Your task is to copy each line of the material that includes "from".
____
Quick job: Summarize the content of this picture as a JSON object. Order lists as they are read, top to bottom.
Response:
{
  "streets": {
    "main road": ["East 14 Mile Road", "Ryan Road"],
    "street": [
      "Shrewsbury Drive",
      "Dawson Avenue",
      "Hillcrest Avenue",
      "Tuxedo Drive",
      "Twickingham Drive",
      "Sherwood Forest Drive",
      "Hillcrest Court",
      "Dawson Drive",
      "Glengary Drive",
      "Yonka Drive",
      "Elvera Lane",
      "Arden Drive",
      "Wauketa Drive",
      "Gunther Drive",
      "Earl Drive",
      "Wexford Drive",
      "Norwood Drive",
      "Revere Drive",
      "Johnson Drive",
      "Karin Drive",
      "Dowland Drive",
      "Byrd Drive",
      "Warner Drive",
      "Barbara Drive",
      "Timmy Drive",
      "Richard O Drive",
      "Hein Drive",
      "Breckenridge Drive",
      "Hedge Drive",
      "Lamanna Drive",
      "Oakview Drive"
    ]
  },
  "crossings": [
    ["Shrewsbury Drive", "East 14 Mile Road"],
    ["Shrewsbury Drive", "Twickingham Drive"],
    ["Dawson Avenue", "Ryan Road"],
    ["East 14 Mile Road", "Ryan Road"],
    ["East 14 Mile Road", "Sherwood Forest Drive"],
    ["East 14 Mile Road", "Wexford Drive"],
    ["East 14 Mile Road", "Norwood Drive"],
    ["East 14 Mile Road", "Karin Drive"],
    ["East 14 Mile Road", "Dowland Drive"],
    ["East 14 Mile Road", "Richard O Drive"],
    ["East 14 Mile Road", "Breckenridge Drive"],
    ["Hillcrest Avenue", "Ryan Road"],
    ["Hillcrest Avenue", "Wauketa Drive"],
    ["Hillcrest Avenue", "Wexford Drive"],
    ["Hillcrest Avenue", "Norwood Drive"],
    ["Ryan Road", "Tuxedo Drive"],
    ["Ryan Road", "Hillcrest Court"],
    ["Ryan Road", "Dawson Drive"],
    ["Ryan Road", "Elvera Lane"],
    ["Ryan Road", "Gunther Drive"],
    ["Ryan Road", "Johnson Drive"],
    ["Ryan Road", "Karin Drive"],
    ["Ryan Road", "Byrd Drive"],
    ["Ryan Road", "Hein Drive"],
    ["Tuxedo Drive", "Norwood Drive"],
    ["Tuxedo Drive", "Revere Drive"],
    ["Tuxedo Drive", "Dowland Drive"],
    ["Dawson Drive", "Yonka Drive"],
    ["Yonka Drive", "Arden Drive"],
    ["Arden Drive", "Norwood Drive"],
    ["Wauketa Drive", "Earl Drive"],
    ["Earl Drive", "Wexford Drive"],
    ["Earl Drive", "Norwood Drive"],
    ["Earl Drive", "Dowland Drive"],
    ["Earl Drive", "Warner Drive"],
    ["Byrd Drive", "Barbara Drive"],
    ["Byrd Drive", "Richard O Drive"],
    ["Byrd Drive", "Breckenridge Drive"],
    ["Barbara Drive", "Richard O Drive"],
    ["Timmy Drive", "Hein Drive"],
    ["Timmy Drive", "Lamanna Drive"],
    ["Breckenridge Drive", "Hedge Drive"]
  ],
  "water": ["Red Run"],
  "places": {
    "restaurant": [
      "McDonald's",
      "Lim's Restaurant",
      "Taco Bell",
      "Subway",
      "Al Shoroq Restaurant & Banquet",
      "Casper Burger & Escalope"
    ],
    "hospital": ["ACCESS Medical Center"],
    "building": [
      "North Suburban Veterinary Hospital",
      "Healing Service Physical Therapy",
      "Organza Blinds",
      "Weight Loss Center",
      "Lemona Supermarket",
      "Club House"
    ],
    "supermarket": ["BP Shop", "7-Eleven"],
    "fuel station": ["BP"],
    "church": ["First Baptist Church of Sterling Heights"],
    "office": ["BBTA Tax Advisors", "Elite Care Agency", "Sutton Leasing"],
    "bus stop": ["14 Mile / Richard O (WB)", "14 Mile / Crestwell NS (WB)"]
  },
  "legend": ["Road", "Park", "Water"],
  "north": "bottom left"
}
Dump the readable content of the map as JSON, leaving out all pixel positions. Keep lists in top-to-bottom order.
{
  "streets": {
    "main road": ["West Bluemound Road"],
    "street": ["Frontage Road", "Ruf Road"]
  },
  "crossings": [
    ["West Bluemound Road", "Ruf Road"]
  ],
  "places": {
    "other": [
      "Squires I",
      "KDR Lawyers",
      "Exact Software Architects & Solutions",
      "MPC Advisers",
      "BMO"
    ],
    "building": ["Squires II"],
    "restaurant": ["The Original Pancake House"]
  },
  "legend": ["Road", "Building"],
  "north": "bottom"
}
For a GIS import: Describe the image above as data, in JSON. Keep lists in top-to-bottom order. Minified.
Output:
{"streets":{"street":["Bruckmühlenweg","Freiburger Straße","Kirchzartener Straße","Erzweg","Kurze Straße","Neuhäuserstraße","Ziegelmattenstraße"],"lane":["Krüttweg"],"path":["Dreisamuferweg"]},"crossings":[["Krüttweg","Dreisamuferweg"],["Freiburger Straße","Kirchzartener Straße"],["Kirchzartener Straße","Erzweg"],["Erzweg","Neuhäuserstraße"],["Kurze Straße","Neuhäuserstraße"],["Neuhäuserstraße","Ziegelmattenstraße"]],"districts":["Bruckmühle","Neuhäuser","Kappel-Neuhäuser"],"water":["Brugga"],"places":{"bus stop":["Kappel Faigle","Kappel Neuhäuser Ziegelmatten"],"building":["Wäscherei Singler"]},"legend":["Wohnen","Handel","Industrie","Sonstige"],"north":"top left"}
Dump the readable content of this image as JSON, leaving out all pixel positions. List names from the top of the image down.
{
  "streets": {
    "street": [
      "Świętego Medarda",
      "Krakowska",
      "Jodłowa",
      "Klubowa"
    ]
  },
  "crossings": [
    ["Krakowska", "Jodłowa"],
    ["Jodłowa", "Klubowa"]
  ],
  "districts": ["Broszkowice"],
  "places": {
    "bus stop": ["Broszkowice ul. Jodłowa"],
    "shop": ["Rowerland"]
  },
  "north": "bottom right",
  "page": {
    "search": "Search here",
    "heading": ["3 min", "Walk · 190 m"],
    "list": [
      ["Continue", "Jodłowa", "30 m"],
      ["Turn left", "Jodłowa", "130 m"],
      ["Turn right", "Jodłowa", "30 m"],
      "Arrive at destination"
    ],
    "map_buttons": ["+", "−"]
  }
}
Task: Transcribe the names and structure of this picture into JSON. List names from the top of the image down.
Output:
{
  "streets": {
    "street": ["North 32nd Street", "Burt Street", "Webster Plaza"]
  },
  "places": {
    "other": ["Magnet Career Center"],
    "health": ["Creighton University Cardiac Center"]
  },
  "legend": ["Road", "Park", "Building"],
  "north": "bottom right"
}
____
(Output for this task)
Dump the readable content of this image as JSON, leaving out all pixel positions. List names from the top of the image down.
Task: Transcribe the names and structure of this picture into JSON. List names from the top of the image down.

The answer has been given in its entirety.